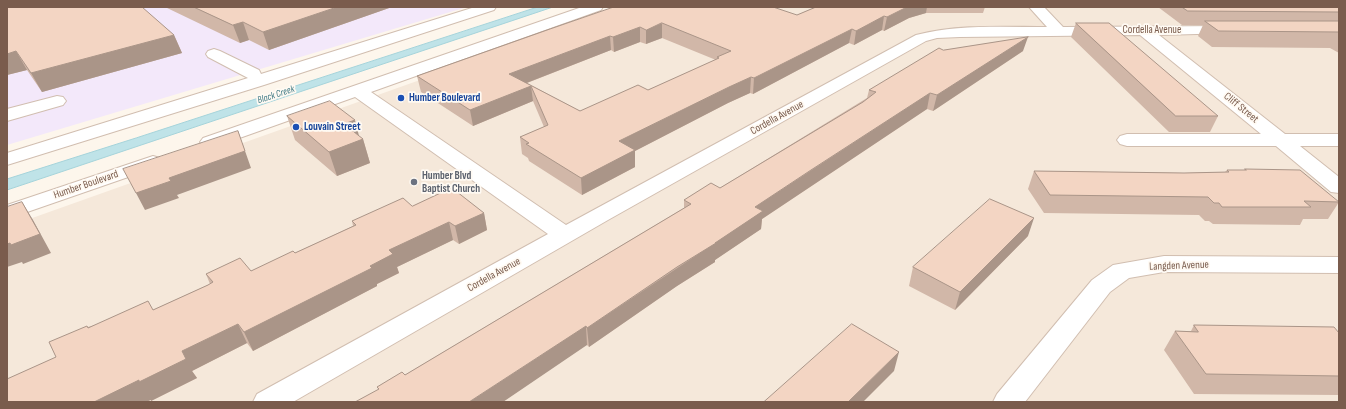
<!DOCTYPE html>
<html>
<head>
<meta charset="utf-8">
<style>
  body { margin:0 }
  #map { position:relative; width:1346px; height:409px; overflow:hidden; background:#fdf6ec; font-family:"Sofia Sans Condensed",sans-serif }
  canvas { display:block }
  .frame { position:absolute; inset:0; border:8px solid #7a5c4d; pointer-events:none }
</style>
</head>
<body>
<div id="map">
<canvas width="1346" height="409"></canvas>
<div class="frame"></div>
</div>
<script>
const context = document.querySelector('canvas').getContext('2d');
context.lineJoin = 'round';
function paint(path, color) {
  context.fillStyle = color;
  context.fill(path, 'evenodd');
}
function strokePath(path, color, width, dash) {
  context.strokeStyle = color;
  context.lineWidth = width;
  context.lineCap = dash ? 'butt' : 'round';
  context.setLineDash(dash || []);
  context.stroke(path);
}
function drawText(font, color, halo, rows, align = 'center') {
  context.font = font + ' "Sofia Sans Condensed",sans-serif';
  context.lineWidth = 3.5;
  context.setLineDash([]);
  context.textBaseline = 'middle';
  context.strokeStyle = halo;
  context.fillStyle = color;
  for (const [text, x, y, turn = 0] of rows) {
    context.save();
    context.translate(x, y);
    context.rotate((+turn || 0) * Math.PI / 180);
    context.textAlign = isNaN(turn) ? turn : align;
    if (halo) context.strokeText(text, 0, 0);
    context.fillText(text, 0, 0);
    context.restore();
  }
}
const residential = new Path2D(`
  M625,7H1339V402H7V227Z`);
const education = new Path2D(`
  M7,7H467L7,145Z`);
const water = new Path2D(`
  M538,7H553L7,190V179L136,138Z`);
const minor = new Path2D(`
  M475,7H496L494,10L264,85L7,165V153L248,78L208,57L206,54L208,51L214,49L220,51L259,70L261,74Z
  M582,7H603L601,10L371,92L566,225L916,35C958,24 1003,27 1047,27L1029,7H1044L1063,27L1230,26L1235,27L1237,30L1235,33L1159,35L1285,134H1339V146H1300L1339,177V193L1331,192L1276,146H1127L1120,144L1117,140L1120,136L1127,134H1261L1140,35L960,37L937,38L926,41L608,220L293,402H253L257,394L548,234L355,97L217,146L210,148L203,146L200,142L203,138Z
  M57,96L63,97L66,101L63,105L7,121V109Z
  M153,156L160,158L163,162L160,166L7,219V205Z
  M1164,256L1339,257V273L1164,272L1129,278L1110,292L1025,402H993L997,394L1092,280L1113,265Z`);
const wall = new Path2D(`
  M7,7L174,35L182,53L42,92L27,70L7,75Z
  M165,7H392L269,50L249,40L240,43Z
  M816,7H985L983,13H926L909,18L884,31L882,30L854,45L849,43L753,94L750,93L728,103L635,151V167L582,195L529,161L528,158L522,154L520,137L544,127L533,101L473,126L421,92L417,76L550,29L797,15ZM662,38L716,60L648,90L580,111L527,83L611,50L614,52L640,42L646,44Z
  M1158,7H1337L1339,8V53L1330,48L1212,47L1198,36L1203,25H1182Z
  M1076,23L1218,116L1210,132H1169L1071,37Z
  M943,50L1023,51L933,111L927,109L762,219L761,229L715,260V262L677,286L589,347L587,345L378,389L377,387L405,375L684,208V200L720,188L867,98L869,90Z
  M287,116L359,136L363,139L370,163L337,176L295,140Z
  M1245,169L1339,202L1328,219H1303L1300,225L1213,224L1209,221H1205L1199,215L1044,213L1028,189L1034,171L1184,173L1225,172L1227,170H1244Z
  M412,206L484,213L487,230L459,244L453,240L397,267L399,273L377,284V286L253,351L247,343L192,371L197,378L151,401V400L56,357L88,327L153,310L208,285L210,284L206,274L251,271L295,253L353,226L352,221Z
  M1028,236L955,310L909,286L913,267Z
  M1194,325L1339,333V395L1194,394L1164,350L1175,331H1191Z`);
const shadedWall = new Path2D(`
  M337,7H392L269,50L263,32Z
  M907,7H927L926,13L909,18L884,31L887,17Z
  M884,16L882,30L854,45L856,31Z
  M243,22L249,40L240,43L233,25Z
  M662,23V38L646,44V30Z
  M640,27V42L614,52L613,37Z
  M852,29L849,43L753,94L754,78Z
  M174,35L182,53L42,92L31,73Z
  M610,36L611,50L511,89L509,74Z
  M1028,37L1023,51L933,111L937,95Z
  M16,51L27,70L7,75V54Z
  M751,77L750,93L728,103L635,151V167L582,195L581,178L619,141L729,87Z
  M531,86L533,101L473,126L470,110Z
  M930,93L927,109L762,219L761,229L715,260V262L677,286L589,347L587,328L715,243L755,207Z
  M355,120L360,140L363,139L370,163L337,176L329,152L344,124Z
  M238,131L251,168L177,195L179,198L145,210L136,193L169,178Z
  M22,202L33,220L51,253L23,264L22,262L7,267V244Z
  M484,213L487,230L459,244L455,226Z
  M1034,218L1028,236L955,310L960,292Z
  M449,222L453,240L397,267L399,273L377,284V286L253,351L244,332L370,266L389,250Z
  M238,324L247,343L192,371L197,378L151,401V400L146,402H94L182,351Z
  M586,326L587,345L503,402H469Z
  M899,352L894,371L863,402H848Z`);
const building = new Path2D(`
  M7,7H142L174,35L31,73L16,51L7,54Z
  M194,7H337L263,32L243,22L233,25Z
  M614,7H773L797,15L816,7H907L887,17L884,16L856,31L852,29L754,78L751,77L729,87L619,141L635,150L581,178L526,144L529,143L520,137L548,125L531,86L470,110L417,76L550,29ZM662,23L731,51L717,57L719,58L648,90L638,85L580,111L509,74L610,36L613,37L640,27L646,30Z
  M1182,7H1337L1339,8V12L1188,11Z
  M1205,21H1339V32L1219,31Z
  M1076,23H1109L1218,116H1176Z
  M1028,37L937,95L930,93L811,170L755,207L763,211L715,243H716L677,267L587,328L586,326L469,402H355L379,389L377,387L402,372L405,375L691,204L684,200L711,183L720,188L863,102L876,92L869,90L939,48L943,50Z
  M330,101L355,120L344,124L363,139L329,152L287,116Z
  M238,131L245,151L169,178L171,181L136,193L123,169Z
  M1245,169L1300,170L1339,202L1304,201L1311,207H1222L1219,203H1214L1208,197L1050,195L1034,171L1184,173L1229,172L1227,170H1246Z
  M452,188L484,213L455,226L449,222L389,250L393,254L370,266L372,268L244,332L238,324L182,351L186,359L139,382V380L94,402H7V379L56,357L49,342L87,326L88,328L148,301L153,310L208,285L213,282L206,274L240,258L251,271L293,251L295,253L356,225L352,221L403,198L412,206Z
  M990,199L1034,218L960,292L913,267Z
  M22,202L40,234L11,245L10,243L7,244V207Z
  M852,324L899,352L848,402H764Z
  M1194,325L1334,327L1339,333V376L1206,374L1175,331L1198,332Z`);
const markers = [
  [401,98,4,"#1a4fb4"],
  [296,127,4,"#1a4fb4"],
  [414,182,4,"#6b7280"]
];
const farWaternames = [
  ["Black Creek",276,95,-18]
];
const streetNames = [
  ["Cordella Avenue",1152,30],
  ["Cliff Street",1241,108,39],
  ["Cordella Avenue",777,118,-29],
  ["Humber Boulevard",86,185,-19],
  ["Langden Avenue",1179,266,-2],
  ["Cordella Avenue",494,275,-29]
];
const transitNames = [
  ["Humber Boulevard",409,98],
  ["Louvain Street",304,127]
];
const worshipNames = [
  ["Humber Blvd",422,176],
  ["Baptist Church",422,189]
];
paint(residential, '#f5e8da');
paint(education, '#f3e8fa');
paint(water, '#bfe3e8');
strokePath(water, '#a5d3da', 1);
strokePath(minor, '#d1beb0', 2);
paint(minor, '#fff');
paint(wall, '#d1b7a8');
paint(shadedWall, '#aa9588');
paint(building, '#f3d5c3');
strokePath(building, '#aa9588', 1);
for (const [x, y, r, color] of markers) {
  const dot = new Path2D();
  dot.arc(x, y, r, 0, 2 * Math.PI);
  context.fillStyle = color;
  context.fill(dot);
  strokePath(dot, '#fffaf3', 1.5);
}
drawText('italic 10px', '#437c86', '#fffaf3', farWaternames);
drawText('11px', '#7a5c4d', '#fffaf3', streetNames);
drawText('bold 11px', '#164399', '#fffaf3', transitNames, 'left');
drawText('bold 11px', '#5b616d', '#fffaf3', worshipNames, 'left');
</script>
</body>
</html>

------------------------------------------------

The lines to extract from the data above begin with the line containing "M586,326L587,345L503,402H469Z" and end with the line containing "M194,7H337L263,32L243,22L233,25Z". Extract them exactly, including both.

  M586,326L587,345L503,402H469Z
  M899,352L894,371L863,402H848Z`);
const building = new Path2D(`
  M7,7H142L174,35L31,73L16,51L7,54Z
  M194,7H337L263,32L243,22L233,25Z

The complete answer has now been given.